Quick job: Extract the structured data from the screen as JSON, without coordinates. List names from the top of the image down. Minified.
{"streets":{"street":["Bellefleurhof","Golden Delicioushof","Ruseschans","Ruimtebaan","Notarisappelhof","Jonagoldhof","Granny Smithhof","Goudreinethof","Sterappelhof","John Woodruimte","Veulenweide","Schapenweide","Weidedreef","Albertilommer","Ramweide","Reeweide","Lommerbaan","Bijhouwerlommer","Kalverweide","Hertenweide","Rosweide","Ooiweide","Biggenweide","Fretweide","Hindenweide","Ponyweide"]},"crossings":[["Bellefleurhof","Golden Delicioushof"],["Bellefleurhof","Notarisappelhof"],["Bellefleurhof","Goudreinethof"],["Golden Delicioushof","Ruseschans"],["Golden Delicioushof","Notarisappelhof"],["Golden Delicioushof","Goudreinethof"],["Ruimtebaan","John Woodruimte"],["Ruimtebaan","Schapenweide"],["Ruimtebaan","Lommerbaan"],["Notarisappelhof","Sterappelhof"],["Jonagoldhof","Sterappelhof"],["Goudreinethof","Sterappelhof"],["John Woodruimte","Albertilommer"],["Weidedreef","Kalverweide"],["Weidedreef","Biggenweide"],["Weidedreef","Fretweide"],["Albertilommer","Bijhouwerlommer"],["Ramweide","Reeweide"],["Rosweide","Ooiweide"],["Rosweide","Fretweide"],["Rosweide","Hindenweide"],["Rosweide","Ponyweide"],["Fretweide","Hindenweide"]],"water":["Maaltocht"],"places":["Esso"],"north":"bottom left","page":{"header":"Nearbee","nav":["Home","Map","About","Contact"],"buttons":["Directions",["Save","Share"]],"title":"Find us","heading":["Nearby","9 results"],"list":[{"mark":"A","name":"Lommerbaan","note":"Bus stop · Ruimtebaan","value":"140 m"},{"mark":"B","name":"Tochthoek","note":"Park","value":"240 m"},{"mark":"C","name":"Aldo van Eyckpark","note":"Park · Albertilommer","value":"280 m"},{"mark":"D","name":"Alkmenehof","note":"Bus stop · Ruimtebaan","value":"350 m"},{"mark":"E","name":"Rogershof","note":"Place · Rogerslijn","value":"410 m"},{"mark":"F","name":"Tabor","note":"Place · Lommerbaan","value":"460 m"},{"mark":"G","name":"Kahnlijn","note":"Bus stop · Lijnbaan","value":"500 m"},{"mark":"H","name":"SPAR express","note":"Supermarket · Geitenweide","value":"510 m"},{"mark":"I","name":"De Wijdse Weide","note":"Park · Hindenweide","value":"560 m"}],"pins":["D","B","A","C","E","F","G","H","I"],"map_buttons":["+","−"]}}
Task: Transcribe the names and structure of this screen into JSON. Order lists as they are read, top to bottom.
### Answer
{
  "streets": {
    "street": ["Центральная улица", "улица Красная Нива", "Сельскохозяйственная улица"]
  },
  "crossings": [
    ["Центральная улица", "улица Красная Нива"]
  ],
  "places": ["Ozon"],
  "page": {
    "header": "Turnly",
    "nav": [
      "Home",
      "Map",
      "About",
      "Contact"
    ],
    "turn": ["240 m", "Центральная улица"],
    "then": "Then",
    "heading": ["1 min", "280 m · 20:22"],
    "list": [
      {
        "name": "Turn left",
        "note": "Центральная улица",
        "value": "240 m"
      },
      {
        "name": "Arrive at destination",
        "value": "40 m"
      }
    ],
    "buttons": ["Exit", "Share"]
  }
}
——
# [EXERCISE]
State how many lines of the entries include the word "Красная", giving that number by itself.

# [SOLUTION TO THIS EXERCISE]
2